Cough, which is considered to be linked to bradykinin, is a class effect of the ACE inhibitors (see Differential features table) and can limit their clinical usefulness. Because angiotensin II receptor antagonists do not interfere with the metabolism of kinins or substance P, cough was not expected to complicate their use. This is confirmed by clinical experience, with the incidence of cough in candesartan cilexetil-, valsartan-and eprosartan-treated patients being no different from that observed with placebo.[5,12]

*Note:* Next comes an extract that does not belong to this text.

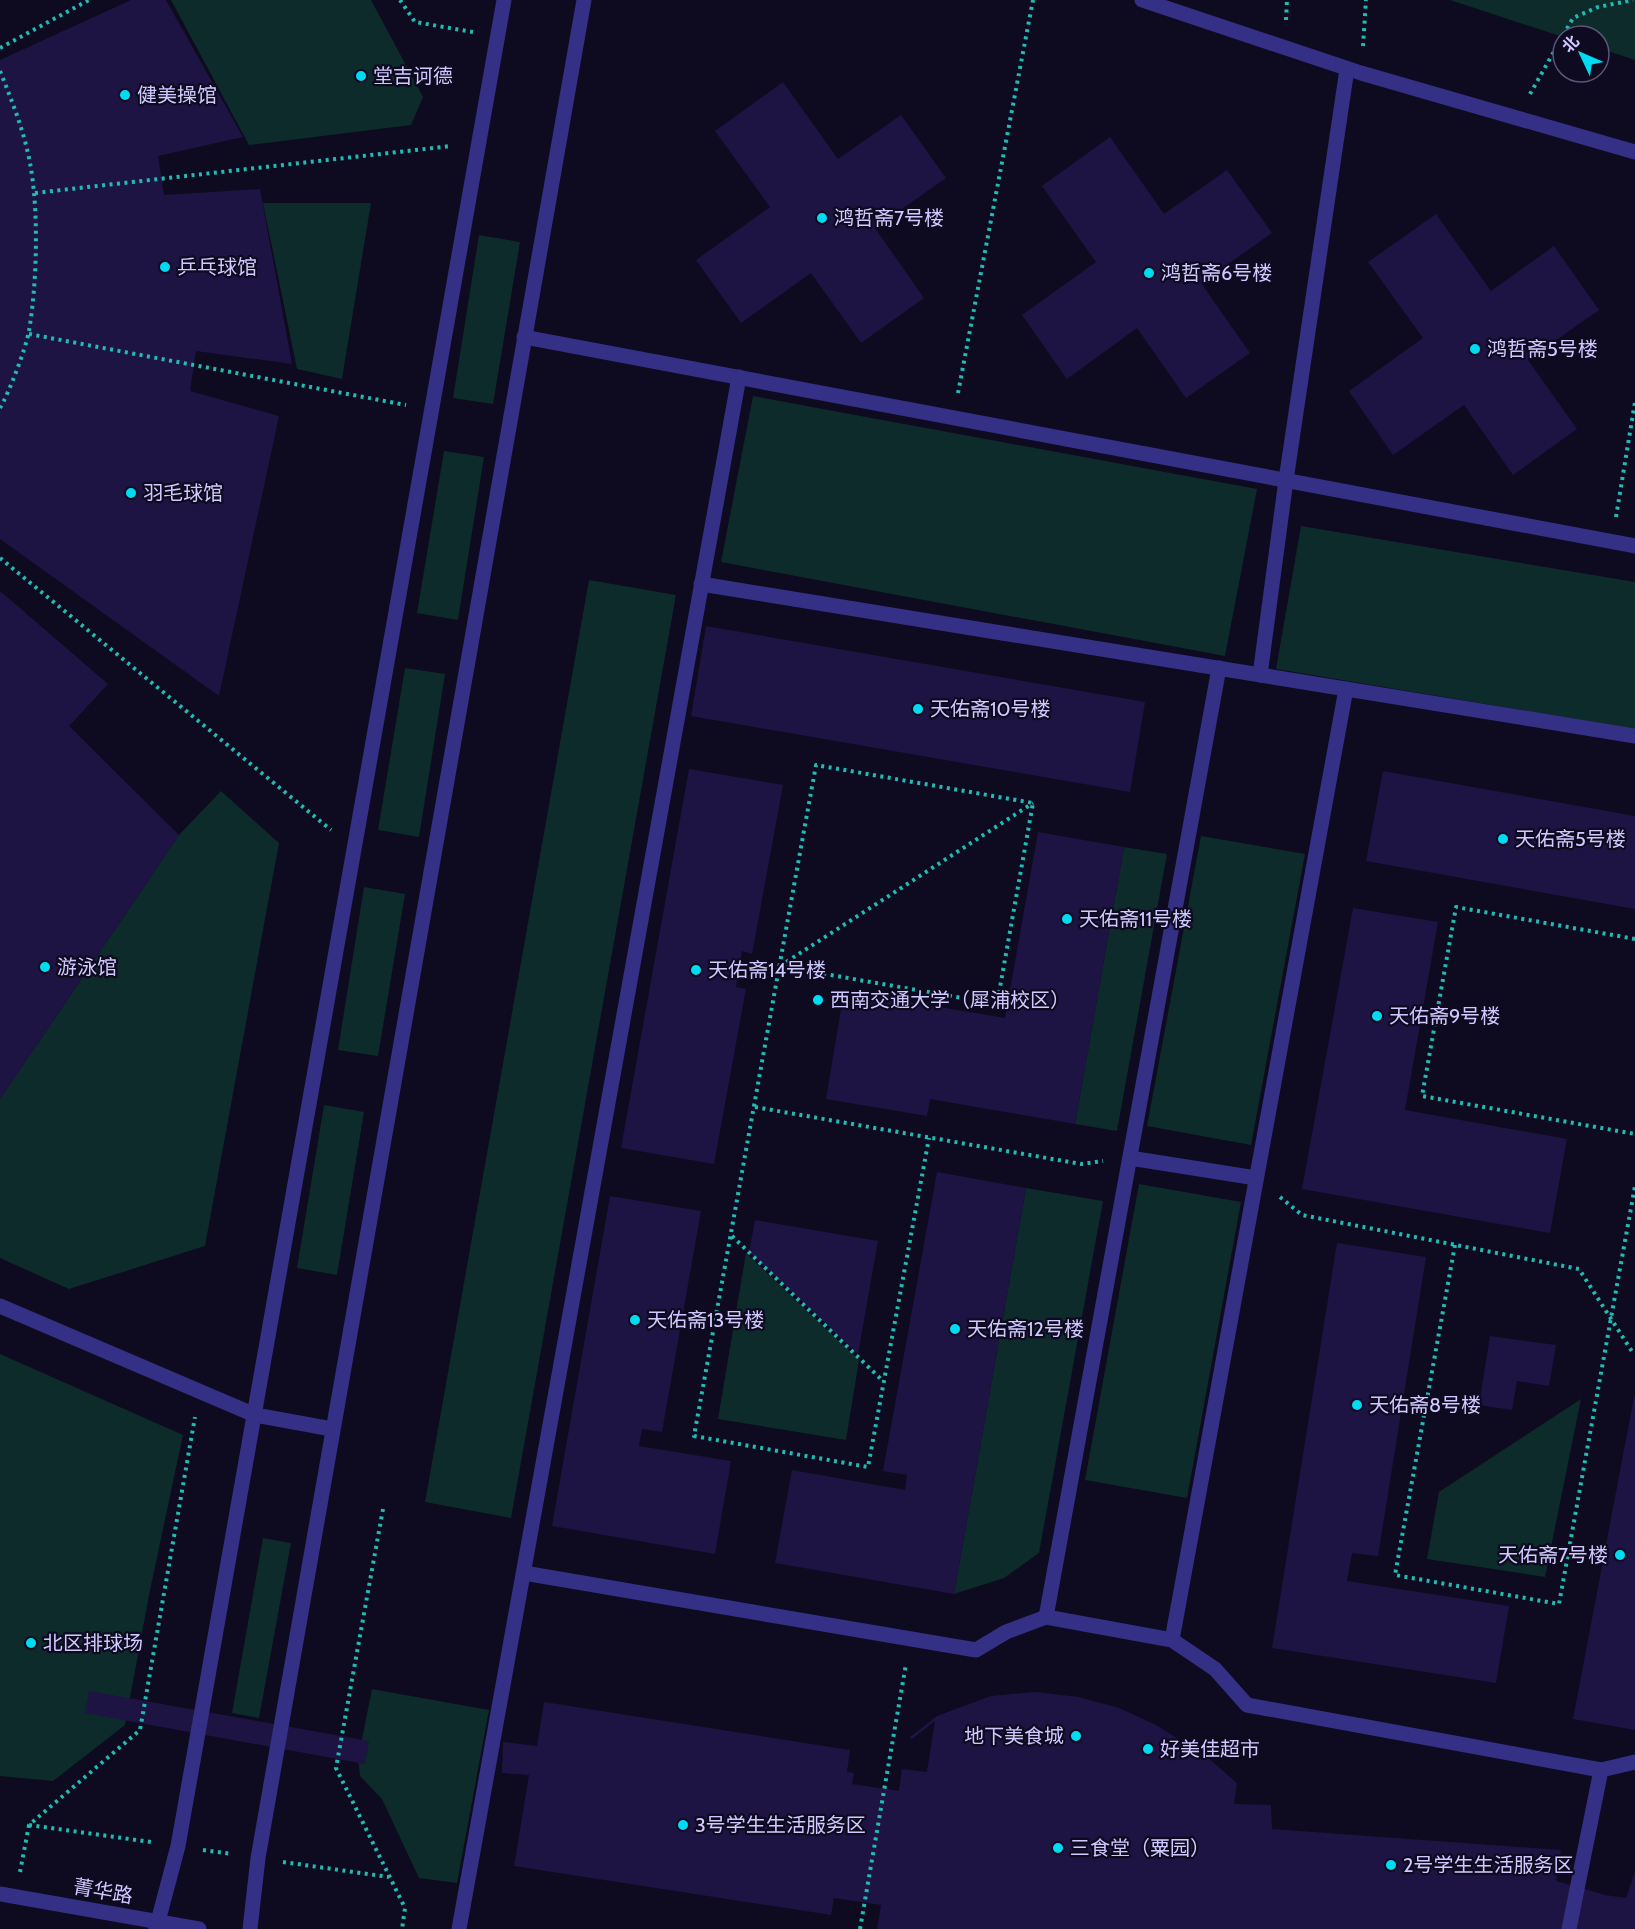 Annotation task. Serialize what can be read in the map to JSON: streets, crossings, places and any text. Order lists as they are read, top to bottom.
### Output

In trials conducted specifically in patients with a history of ACE inhibitor-related cough, the incidence of cough in patients receiving angiotensin II receptor antagonists (losartan potassium and valsartan) was similar to that observed in patients on diuretics. The incidence of cough with losartan potassium (see figure) and valsartan was significantly lower than that observed in patients receiving lisinopril.[17,18] Likewise, the incidence of cough with eprosartan was significantly lower than that associated with enalapril and similar to that with placebo in hypertensive patients with a history of enalapril-induced cough.[19]

Percentage of patients with a history of ACE inhibitor-induced cough developing cough after administration of losartan potassium 50 mg/day, lisinopril 20 mg/day, or hydrochlorothiazide 25 mg/day for 8 weeks. * p < 0.01 vs lisinopril; Ý p < 0.05 vs lisinopril.[17]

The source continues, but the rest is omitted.